_EXERCISE GOAL_:
For the records below, output every line from the one holding "Input: one rendered" through the final line, unaltered, and no other lines.

_RECORDS FOR THE TASK_:
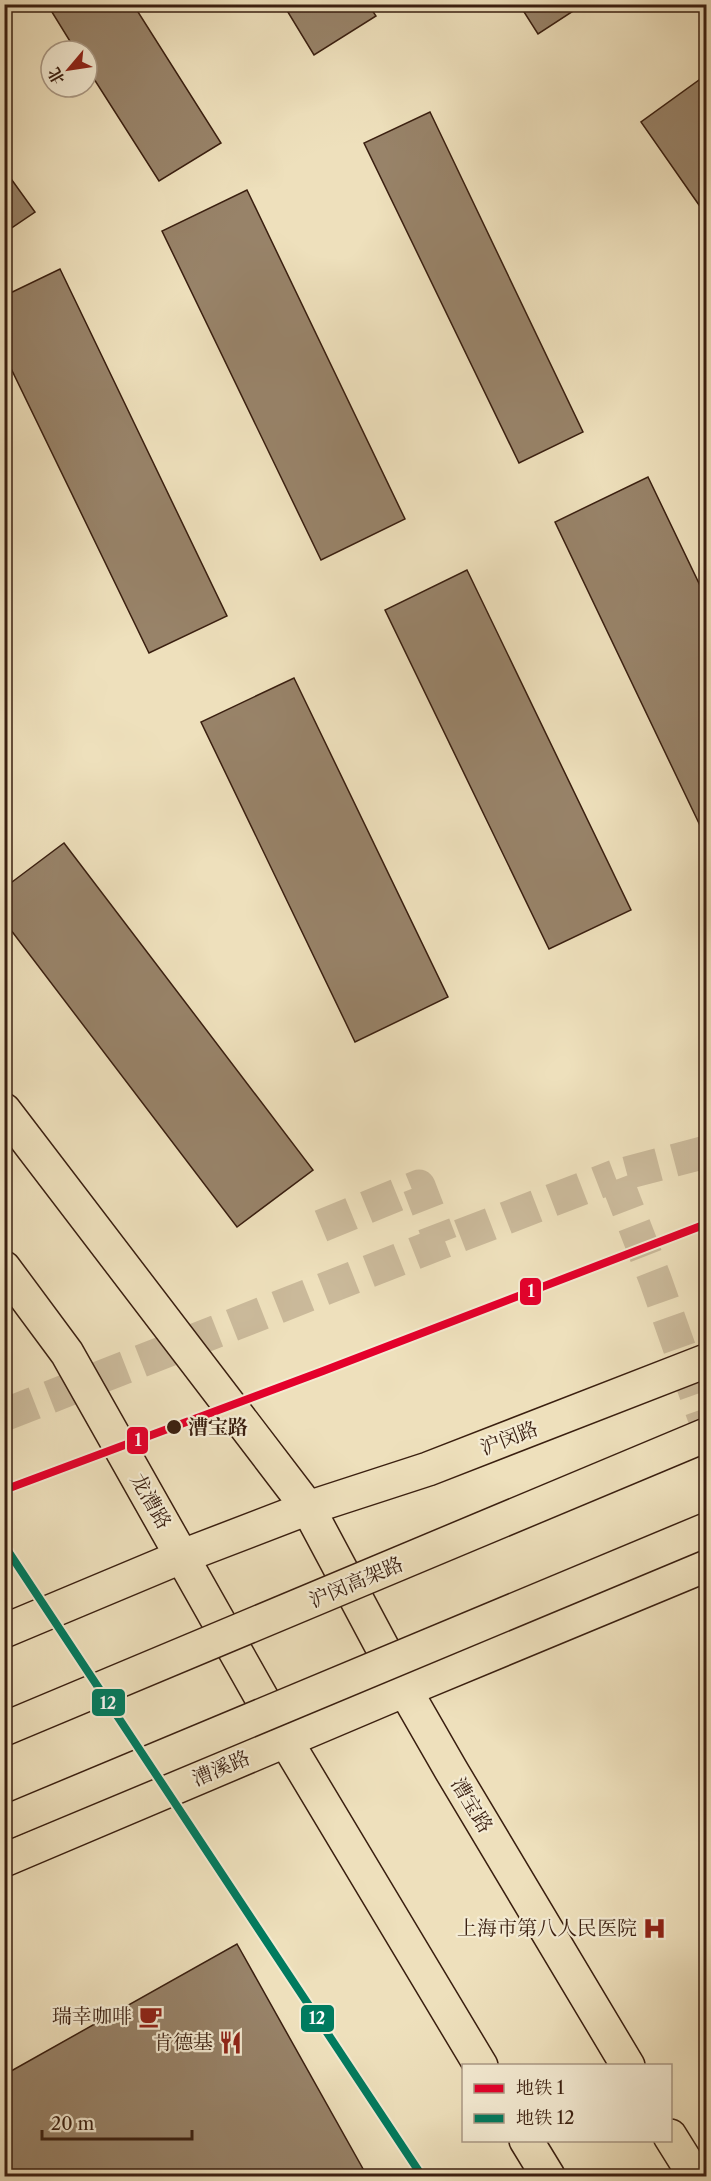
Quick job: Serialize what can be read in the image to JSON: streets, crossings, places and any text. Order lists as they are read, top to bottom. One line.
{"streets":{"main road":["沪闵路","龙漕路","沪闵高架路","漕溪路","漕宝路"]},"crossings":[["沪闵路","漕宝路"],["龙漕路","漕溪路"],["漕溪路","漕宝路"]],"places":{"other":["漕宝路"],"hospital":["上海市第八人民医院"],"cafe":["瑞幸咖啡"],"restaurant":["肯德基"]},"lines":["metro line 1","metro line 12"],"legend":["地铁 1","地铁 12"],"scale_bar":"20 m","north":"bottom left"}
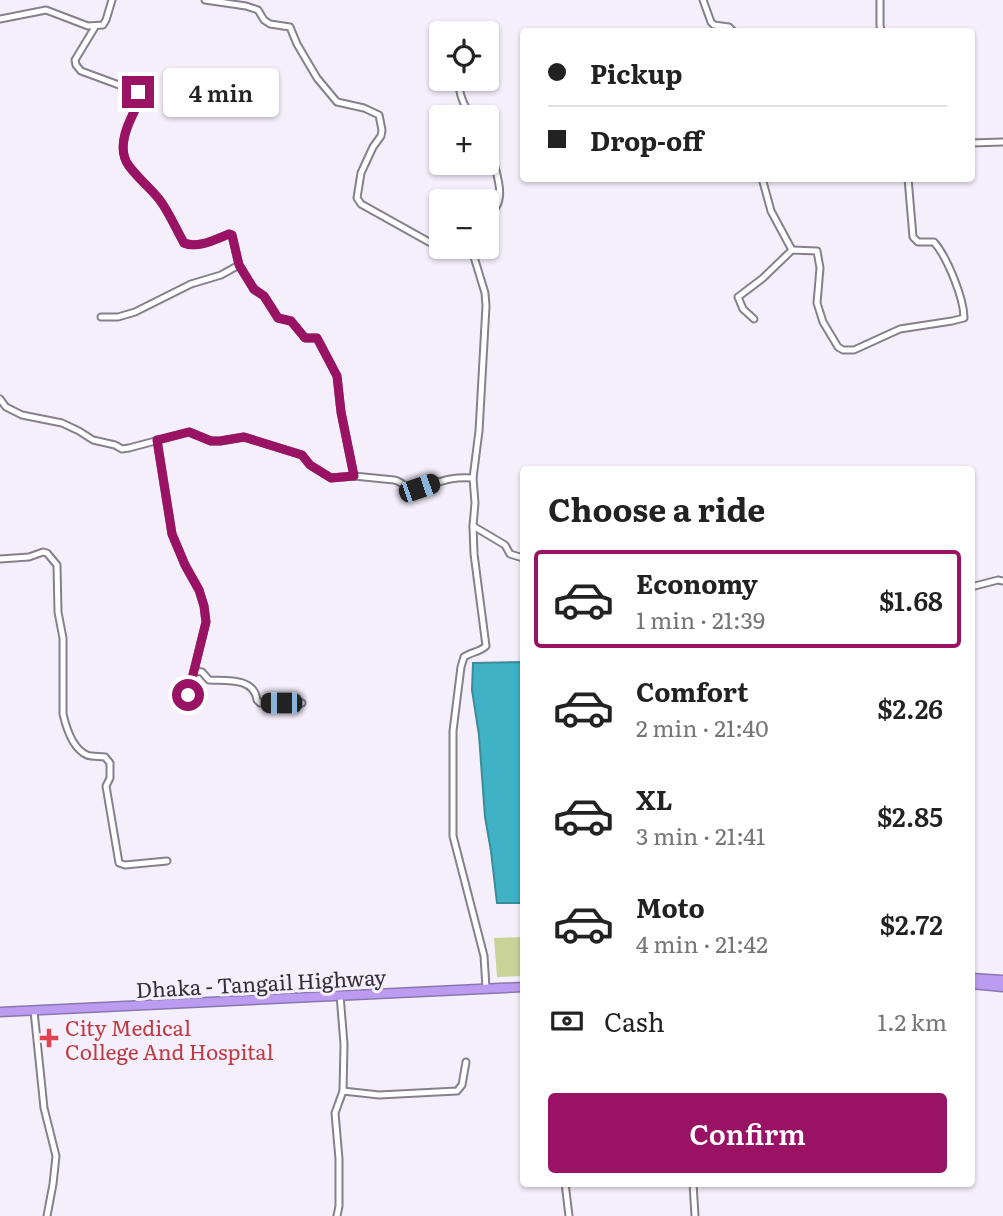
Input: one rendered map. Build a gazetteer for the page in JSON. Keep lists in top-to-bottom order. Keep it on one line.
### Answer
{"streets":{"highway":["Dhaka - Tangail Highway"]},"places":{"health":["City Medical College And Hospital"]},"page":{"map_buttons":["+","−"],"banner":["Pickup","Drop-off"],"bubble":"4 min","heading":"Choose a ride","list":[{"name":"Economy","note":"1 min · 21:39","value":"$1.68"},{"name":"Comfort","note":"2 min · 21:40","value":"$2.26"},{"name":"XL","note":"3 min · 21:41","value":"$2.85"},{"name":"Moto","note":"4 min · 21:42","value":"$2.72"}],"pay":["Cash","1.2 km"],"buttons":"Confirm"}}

_EXERCISE ANSWER_:
Input: one rendered map. Build a gazetteer for the page in JSON. Keep lists in top-to-bottom order. Keep it on one line.
### Answer
{"streets":{"highway":["Dhaka - Tangail Highway"]},"places":{"health":["City Medical College And Hospital"]},"page":{"map_buttons":["+","−"],"banner":["Pickup","Drop-off"],"bubble":"4 min","heading":"Choose a ride","list":[{"name":"Economy","note":"1 min · 21:39","value":"$1.68"},{"name":"Comfort","note":"2 min · 21:40","value":"$2.26"},{"name":"XL","note":"3 min · 21:41","value":"$2.85"},{"name":"Moto","note":"4 min · 21:42","value":"$2.72"}],"pay":["Cash","1.2 km"],"buttons":"Confirm"}}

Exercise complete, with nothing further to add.